Search code examples
machine-learningdaskdistributed-computingpytorch-lightningddp

What is the simplest way to train pytroch-lightning model over a bunch of servers with Dask?


I have access to a couple dozens Dask servers without GPU but with complete control of the software (can wipe them and install something different) and want to accelerate pytorch-lightning model training. What could be a possible solution to integrate them with as little additional code possible?

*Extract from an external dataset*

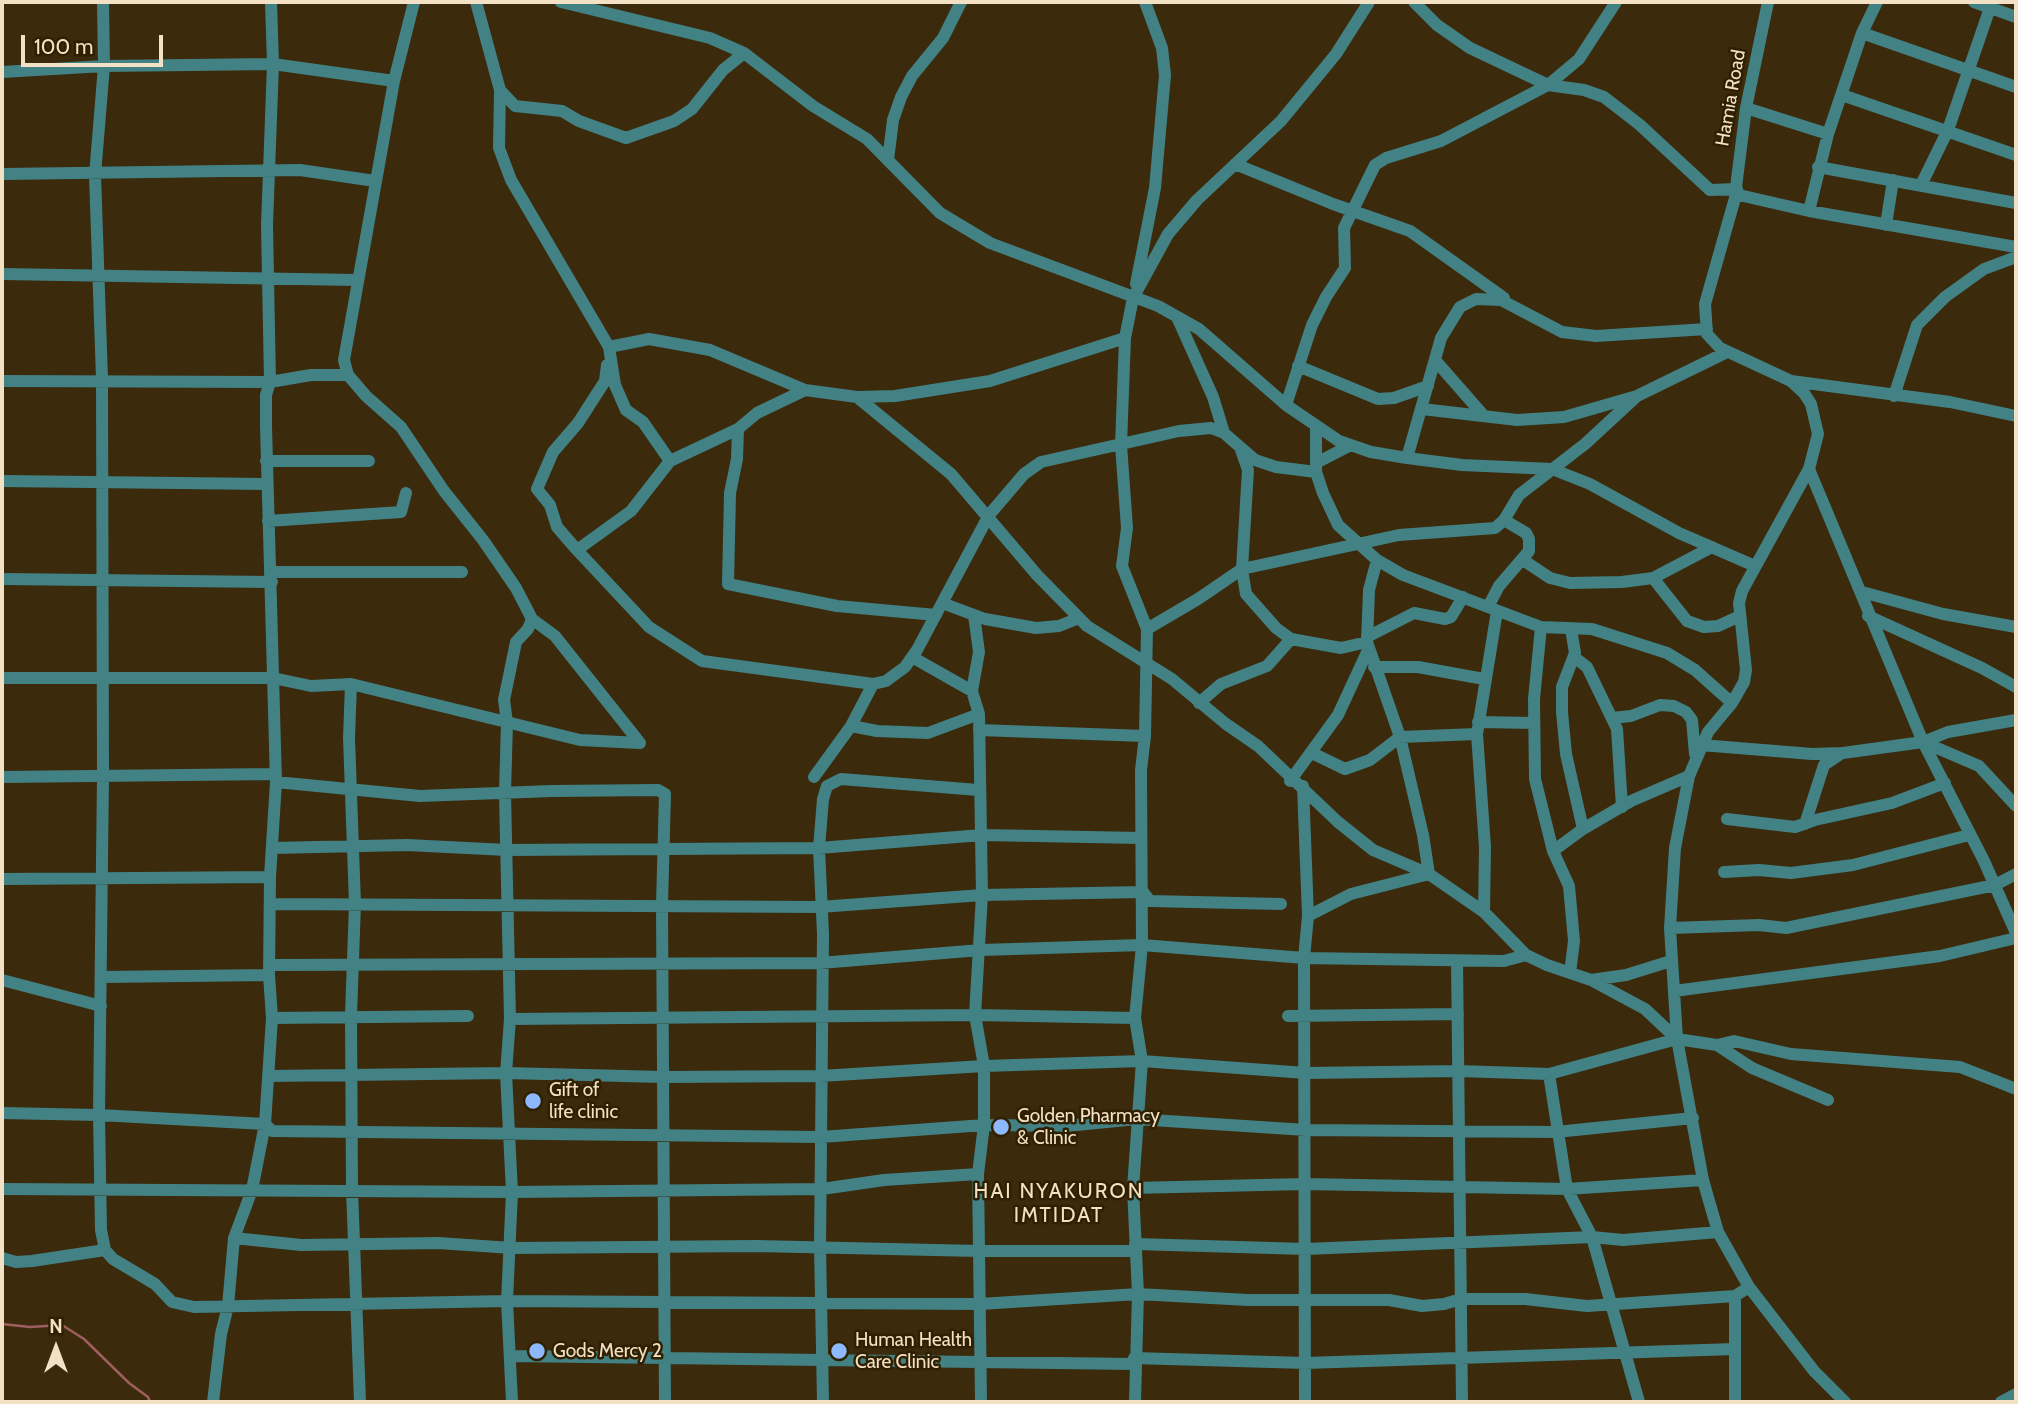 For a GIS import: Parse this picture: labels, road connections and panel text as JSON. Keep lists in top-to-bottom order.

I've researched this topic a bit, finding possible options, cannot determine which one to choose:

# option info  pro  con 
1. dask-pytorch-ddp Package to be used to writing models with easier integration into Dask  will likely work cannot use existing model out of the box, need rewriting the model itself
2. PL docs, on-prem cluster (intermediate) multiple copies of pytorch lighning on the network  simples way according to lightning docs fiddly to launch according to the docs
3. PL docs, SLURM cluster wipe/redeploy cluster, setup SLURM  less fiddly to launch individual jobs need to redeploy the cluster OS/software
4. Pytorch + dask officially supported and documented use of Skorch  has a package handling this - skorch will need to use pytorch, not lightning

Are there any more options or tutorials to learn about this?


Solution

  • I'd recommend looking into Horovod for this. Horovod is a distributed deep learning training framework for TensorFlow, Keras, PyTorch, and Apache MXNet. You can use the Horovod integration with PyTorch Lightning to distribute the training of your model. This approach will require installing Horovod on your servers and minimal changes to your existing PyTorch Lightning code.

    As an alternative, you can also consider using Ray for distributed training with PyTorch Lightning.